Begin with the first line of the entries below and reproduce each line exactly, ending with the line that holds "background:#f7f7f7; color:#2b2b33; height:100vh;".
╔══
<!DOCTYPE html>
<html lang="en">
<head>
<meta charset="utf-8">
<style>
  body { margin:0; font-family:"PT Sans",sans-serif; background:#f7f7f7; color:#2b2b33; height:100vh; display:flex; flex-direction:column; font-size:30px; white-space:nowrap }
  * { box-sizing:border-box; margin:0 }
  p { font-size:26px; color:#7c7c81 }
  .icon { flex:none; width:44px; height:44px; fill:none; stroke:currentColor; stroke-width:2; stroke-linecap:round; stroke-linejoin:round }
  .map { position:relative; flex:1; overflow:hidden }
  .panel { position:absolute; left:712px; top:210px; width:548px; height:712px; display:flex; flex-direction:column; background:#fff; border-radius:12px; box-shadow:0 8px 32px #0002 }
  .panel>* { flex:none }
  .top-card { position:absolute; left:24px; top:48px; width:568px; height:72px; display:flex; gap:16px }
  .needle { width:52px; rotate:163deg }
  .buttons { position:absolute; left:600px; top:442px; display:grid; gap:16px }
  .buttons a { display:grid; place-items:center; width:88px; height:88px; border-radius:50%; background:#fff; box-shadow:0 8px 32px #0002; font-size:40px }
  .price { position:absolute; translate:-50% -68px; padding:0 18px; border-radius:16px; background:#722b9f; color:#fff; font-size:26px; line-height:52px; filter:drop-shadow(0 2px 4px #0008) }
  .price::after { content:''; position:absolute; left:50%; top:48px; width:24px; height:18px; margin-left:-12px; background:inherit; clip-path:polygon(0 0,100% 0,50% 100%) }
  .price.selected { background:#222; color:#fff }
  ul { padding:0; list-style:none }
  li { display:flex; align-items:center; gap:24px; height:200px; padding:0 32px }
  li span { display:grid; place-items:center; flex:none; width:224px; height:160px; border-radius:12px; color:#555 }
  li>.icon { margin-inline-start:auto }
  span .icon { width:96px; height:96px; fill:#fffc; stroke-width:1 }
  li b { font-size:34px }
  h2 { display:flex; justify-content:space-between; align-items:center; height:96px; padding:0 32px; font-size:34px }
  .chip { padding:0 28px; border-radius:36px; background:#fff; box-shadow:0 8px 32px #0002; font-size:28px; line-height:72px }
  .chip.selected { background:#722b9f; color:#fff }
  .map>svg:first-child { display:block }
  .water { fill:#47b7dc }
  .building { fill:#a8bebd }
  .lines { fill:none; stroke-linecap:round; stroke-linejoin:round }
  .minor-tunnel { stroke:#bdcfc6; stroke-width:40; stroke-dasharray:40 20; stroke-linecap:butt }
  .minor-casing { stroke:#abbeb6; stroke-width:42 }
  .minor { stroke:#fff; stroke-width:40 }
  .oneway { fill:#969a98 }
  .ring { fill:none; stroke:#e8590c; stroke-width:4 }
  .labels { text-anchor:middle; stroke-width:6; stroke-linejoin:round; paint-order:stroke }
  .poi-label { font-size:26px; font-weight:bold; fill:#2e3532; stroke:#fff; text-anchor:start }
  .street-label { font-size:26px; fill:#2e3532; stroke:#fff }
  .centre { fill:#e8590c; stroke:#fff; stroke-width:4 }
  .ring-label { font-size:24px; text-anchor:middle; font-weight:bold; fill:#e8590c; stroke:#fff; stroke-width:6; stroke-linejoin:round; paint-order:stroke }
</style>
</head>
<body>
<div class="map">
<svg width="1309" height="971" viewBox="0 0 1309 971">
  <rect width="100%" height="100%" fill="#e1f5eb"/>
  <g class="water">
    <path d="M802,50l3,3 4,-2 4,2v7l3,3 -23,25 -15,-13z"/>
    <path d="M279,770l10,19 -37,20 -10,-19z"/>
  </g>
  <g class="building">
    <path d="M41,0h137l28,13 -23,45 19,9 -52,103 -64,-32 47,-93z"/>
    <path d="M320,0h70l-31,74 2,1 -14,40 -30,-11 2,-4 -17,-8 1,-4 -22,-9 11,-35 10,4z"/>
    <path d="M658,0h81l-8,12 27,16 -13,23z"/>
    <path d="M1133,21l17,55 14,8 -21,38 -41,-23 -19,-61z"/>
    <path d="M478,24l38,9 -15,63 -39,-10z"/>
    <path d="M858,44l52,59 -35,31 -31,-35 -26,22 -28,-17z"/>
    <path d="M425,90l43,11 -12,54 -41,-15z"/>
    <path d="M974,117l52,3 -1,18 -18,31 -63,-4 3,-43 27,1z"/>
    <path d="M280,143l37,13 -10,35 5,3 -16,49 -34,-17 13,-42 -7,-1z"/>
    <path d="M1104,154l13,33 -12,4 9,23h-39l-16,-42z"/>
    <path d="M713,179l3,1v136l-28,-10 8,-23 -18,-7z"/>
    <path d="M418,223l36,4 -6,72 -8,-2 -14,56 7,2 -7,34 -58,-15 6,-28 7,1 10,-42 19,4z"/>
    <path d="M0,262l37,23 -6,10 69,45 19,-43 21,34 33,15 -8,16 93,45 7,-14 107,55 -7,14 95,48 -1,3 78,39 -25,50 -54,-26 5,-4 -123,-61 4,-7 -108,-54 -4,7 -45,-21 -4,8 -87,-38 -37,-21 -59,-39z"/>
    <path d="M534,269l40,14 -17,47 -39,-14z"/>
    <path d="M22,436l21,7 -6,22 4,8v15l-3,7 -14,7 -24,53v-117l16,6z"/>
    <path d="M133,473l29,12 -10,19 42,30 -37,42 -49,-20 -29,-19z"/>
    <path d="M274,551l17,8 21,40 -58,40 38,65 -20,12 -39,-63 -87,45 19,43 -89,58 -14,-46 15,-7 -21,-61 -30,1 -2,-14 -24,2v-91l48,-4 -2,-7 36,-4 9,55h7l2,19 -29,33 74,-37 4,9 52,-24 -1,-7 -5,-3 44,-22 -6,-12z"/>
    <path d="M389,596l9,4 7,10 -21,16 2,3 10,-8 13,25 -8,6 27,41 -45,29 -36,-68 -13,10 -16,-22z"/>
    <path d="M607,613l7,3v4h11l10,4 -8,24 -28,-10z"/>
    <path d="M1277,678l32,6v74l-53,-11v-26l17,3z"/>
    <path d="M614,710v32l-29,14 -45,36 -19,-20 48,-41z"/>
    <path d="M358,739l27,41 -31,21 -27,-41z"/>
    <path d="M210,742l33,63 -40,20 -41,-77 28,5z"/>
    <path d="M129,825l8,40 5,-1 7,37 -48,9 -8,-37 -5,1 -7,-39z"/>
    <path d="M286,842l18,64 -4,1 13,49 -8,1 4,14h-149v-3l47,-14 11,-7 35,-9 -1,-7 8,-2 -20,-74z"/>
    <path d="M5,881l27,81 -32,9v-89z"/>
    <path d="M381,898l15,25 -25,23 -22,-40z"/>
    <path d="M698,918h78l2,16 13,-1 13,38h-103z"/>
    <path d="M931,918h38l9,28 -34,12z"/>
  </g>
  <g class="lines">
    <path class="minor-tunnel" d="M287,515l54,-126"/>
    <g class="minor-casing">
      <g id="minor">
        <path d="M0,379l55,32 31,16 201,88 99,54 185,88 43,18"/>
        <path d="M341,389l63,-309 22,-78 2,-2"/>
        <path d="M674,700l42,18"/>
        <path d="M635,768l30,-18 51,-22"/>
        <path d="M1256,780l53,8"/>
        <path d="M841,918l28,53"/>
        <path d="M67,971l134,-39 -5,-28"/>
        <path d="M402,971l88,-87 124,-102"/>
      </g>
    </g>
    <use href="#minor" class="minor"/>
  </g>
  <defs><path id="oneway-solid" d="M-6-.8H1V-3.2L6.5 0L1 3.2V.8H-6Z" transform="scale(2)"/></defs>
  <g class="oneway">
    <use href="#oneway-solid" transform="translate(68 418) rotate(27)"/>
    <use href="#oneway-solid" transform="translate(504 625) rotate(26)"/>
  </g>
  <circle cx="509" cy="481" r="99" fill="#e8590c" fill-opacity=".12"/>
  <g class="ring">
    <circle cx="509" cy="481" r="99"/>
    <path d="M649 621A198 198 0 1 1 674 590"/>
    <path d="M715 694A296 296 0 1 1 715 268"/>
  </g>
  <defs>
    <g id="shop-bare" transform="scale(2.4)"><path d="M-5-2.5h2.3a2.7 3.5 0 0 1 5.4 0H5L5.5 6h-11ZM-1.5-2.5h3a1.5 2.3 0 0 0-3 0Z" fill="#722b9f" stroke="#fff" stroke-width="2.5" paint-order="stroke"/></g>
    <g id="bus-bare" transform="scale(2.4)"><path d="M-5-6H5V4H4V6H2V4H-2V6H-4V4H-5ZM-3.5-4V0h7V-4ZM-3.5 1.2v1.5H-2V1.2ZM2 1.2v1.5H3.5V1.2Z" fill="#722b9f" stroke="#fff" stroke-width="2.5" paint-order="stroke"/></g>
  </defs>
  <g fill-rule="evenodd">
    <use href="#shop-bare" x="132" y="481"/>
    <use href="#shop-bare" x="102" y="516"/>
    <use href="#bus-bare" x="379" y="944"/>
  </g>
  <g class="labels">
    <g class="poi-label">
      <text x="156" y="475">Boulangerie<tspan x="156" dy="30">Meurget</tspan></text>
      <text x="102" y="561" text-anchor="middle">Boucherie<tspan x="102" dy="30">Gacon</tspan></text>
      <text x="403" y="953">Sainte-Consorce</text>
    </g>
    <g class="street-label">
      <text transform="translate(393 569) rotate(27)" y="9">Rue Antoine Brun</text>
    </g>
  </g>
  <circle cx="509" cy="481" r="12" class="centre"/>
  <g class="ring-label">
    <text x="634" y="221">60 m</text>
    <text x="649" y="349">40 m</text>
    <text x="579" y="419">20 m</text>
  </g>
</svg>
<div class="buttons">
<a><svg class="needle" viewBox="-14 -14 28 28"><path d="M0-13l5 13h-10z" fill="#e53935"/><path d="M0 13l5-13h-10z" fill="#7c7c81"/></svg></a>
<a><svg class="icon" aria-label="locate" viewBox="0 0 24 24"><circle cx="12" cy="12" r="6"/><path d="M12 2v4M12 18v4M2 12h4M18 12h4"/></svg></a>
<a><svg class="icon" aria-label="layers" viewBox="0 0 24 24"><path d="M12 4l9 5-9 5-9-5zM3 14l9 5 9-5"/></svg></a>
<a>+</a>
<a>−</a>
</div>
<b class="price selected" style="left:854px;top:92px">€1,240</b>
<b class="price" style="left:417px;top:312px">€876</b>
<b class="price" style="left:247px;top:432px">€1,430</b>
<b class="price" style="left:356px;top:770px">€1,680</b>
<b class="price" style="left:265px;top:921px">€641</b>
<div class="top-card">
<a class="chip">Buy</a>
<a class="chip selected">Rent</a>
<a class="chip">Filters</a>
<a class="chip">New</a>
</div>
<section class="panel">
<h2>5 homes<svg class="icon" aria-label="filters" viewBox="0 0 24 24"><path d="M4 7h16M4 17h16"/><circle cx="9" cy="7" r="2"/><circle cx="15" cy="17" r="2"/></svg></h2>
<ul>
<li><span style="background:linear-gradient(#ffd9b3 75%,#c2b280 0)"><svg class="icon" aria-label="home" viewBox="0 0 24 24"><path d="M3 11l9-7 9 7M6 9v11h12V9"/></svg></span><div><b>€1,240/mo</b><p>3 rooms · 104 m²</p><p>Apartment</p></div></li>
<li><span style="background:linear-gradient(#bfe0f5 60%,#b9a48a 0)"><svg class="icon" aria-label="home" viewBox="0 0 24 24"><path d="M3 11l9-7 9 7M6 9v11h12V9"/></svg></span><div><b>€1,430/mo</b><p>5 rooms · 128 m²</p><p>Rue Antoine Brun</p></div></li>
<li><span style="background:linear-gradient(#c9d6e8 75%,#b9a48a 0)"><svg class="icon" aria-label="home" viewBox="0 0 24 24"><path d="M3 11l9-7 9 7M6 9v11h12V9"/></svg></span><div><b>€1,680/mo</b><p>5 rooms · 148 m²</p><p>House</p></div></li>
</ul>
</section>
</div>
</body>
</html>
╚══
## ANSWER
<!DOCTYPE html>
<html lang="en">
<head>
<meta charset="utf-8">
<style>
  body { margin:0; font-family:"PT Sans",sans-serif; background:#f7f7f7; color:#2b2b33; height:100vh; display:flex; flex-direction:column; font-size:30px; white-space:nowrap }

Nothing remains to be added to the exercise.